Synchronous Buffer Port Access - 2023.2 English

AI Engine Kernel and Graph Programming Guide (UG1079)

Document ID
UG1079
Release Date
2023-12-04
Version
2023.2 English

A kernel reads from its input buffers and writes to its output buffers. By default, the synchronization that is required to wait for an input buffer of data is performed before entering the kernel. The synchronization that is required to provide an empty output buffer is also performed before entering the kernel. There is no synchronization needed for synchronous buffer ports within the kernel to read or write the individual samples of data after the kernel has started execution.

Buffer port size can be declared via dimensions() API or with kernel function prototype.

Option 1
Configure with dimensions() API in graph.
connect netN(in.out[0], k.in[0]);
dimensions(k.in[0])={INPUT_SAMPLE_SIZE};
Option 2
Configure with kernel function prototype where function prototypes are declared in kernel header files and which is referenced in graph code.

Graph code specifies connection.

connect netN(in.out[0], k.in[0]);

Kernel code specifies data type and buffer size.

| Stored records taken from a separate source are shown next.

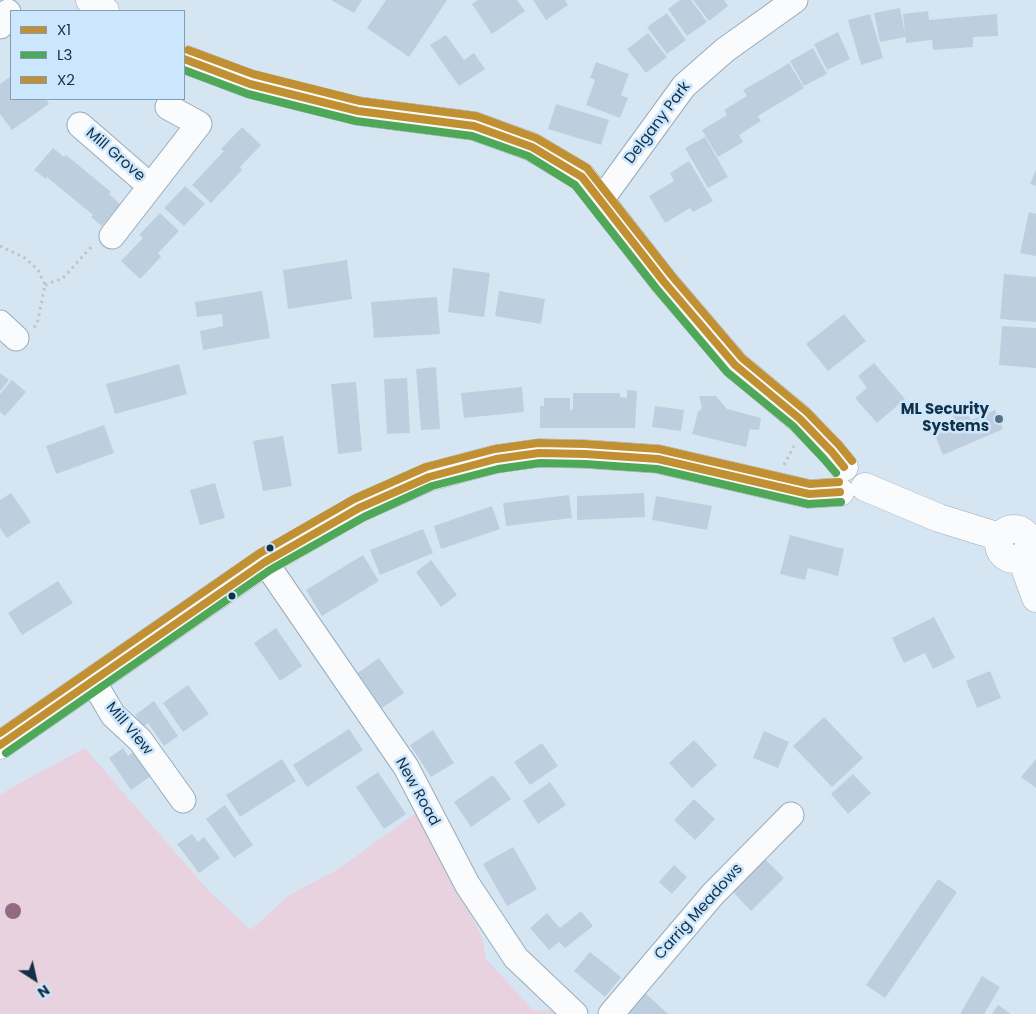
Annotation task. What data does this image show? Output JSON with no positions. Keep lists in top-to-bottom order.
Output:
{
  "streets": {
    "street": [
      "Delgany Park",
      "Mill Grove",
      "Mill View",
      "New Road",
      "Carrig Meadows"
    ]
  },
  "places": ["ML Security Systems"],
  "lines": ["transit line X2", "transit line X1", "transit line L3"],
  "legend": ["X1", "L3", "X2"],
  "north": "bottom right"
}
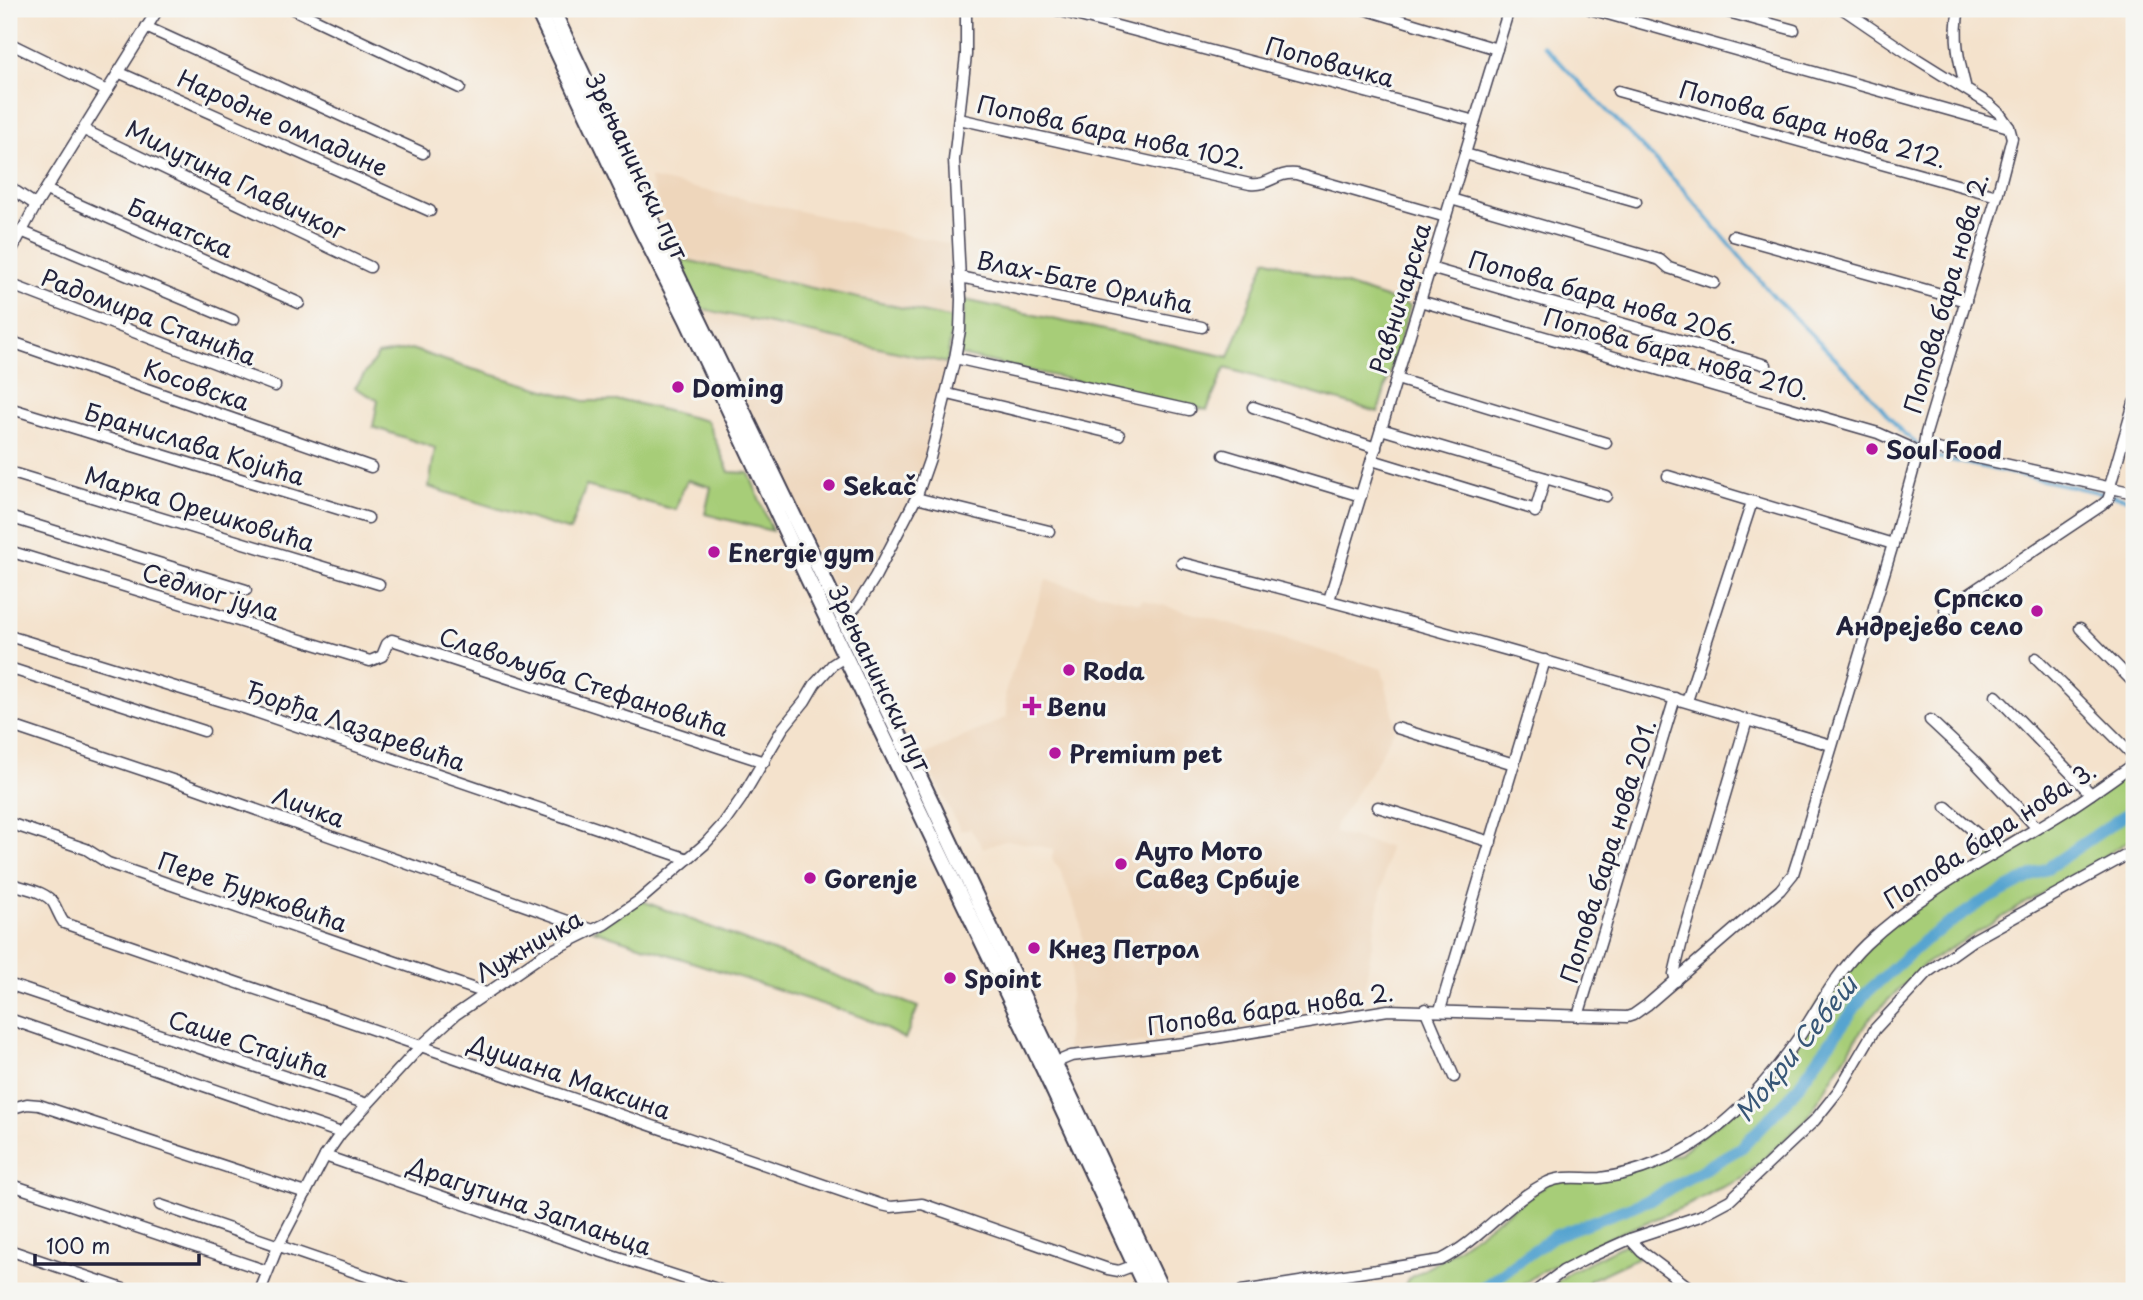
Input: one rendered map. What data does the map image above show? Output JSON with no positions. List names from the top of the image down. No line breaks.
{"streets":{"main road":["Зрењанински пут"],"street":["Поповачка","Народне омладине","Попова бара нова 212.","Попова бара нова 102.","Милутина Главичког","Банатска","Влах-Бате Орлића","Попова бара нова 2.","Попова бара нова 206.","Равничарска","Радомира Станића","Попова бара нова 210.","Косовска","Бранислава Којића","Марка Орешковића","Седмог јула","Славољуба Стефановића","Ђорђа Лазаревића","Личка","Попова бара нова 3.","Попова бара нова 201.","Пере Ђурковића","Лужничка","Саше Стајића","Душана Максина","Драгутина Заплањца"]},"crossings":[["Поповачка","Равничарска"],["Попова бара нова 212.","Попова бара нова 2."],["Попова бара нова 102.","Равничарска"],["Зрењанински пут","Попова бара нова 2."],["Зрењанински пут","Лужничка"],["Зрењанински пут","Душана Максина"],["Попова бара нова 2.","Попова бара нова 210."],["Попова бара нова 2.","Попова бара нова 201."],["Попова бара нова 206.","Равничарска"],["Равничарска","Попова бара нова 210."],["Седмог јула","Славољуба Стефановића"],["Славољуба Стефановића","Лужничка"],["Ђорђа Лазаревића","Лужничка"],["Личка","Лужничка"],["Пере Ђурковића","Лужничка"],["Лужничка","Саше Стајића"],["Лужничка","Душана Максина"],["Лужничка","Драгутина Заплањца"]],"water":["Мокри Себеш"],"places":{"other":["Doming","Soul Food","Sekač","Energie gym","Српско Андрејево село","Roda","Premium pet","Ауто Мото Савез Србије","Gorenje","Кнез Петрол","Spoint"],"health":["Benu"]},"scale_bar":"100 m"}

void simple(input_buffer<int32, adf::extents<INPUT_SAMPLE_SIZE>> & in,
          output_buffer<int32, adf::extents<OUTPUT_SAMPLE_SIZE>> & out);
In the following example, a kernel located in tile 1 uses a ping-pong buffer for writing, and the kernel located in tile 2, which is adjacent to tile 1, uses the same ping-pong buffer for reading. The two kernels and two main functions do not have the same execution time leading to some processor stalling during the runtime. The overall mechanism is that kernel 1 writes onto the ping buffer while kernel 2 reads from pong buffer. In the following figure, iteration kernel 1 writes onto the pong buffer, and kernel 2 reads from the ping buffer.
Figure 1. Lock Mechanism For Synchronous Ping-pong Buffer Access

The kernel's buffer lock mechanism is handled in the tiles main function. The kernel starts only when all input and output buffers have been locked for reading and writing respectively. The minimum latency for a lock acquisition is seven clock cycles if the buffer is ready to be acquired. If it's already locked by another kernel, it stalls until it becomes available (indicated in red in the figure).

You can see in the diagram that the lock acquisition occurs alternatively on the ping then pong buffer. The selection of the ping or pong buffer is automatic, no user decision is needed at this point.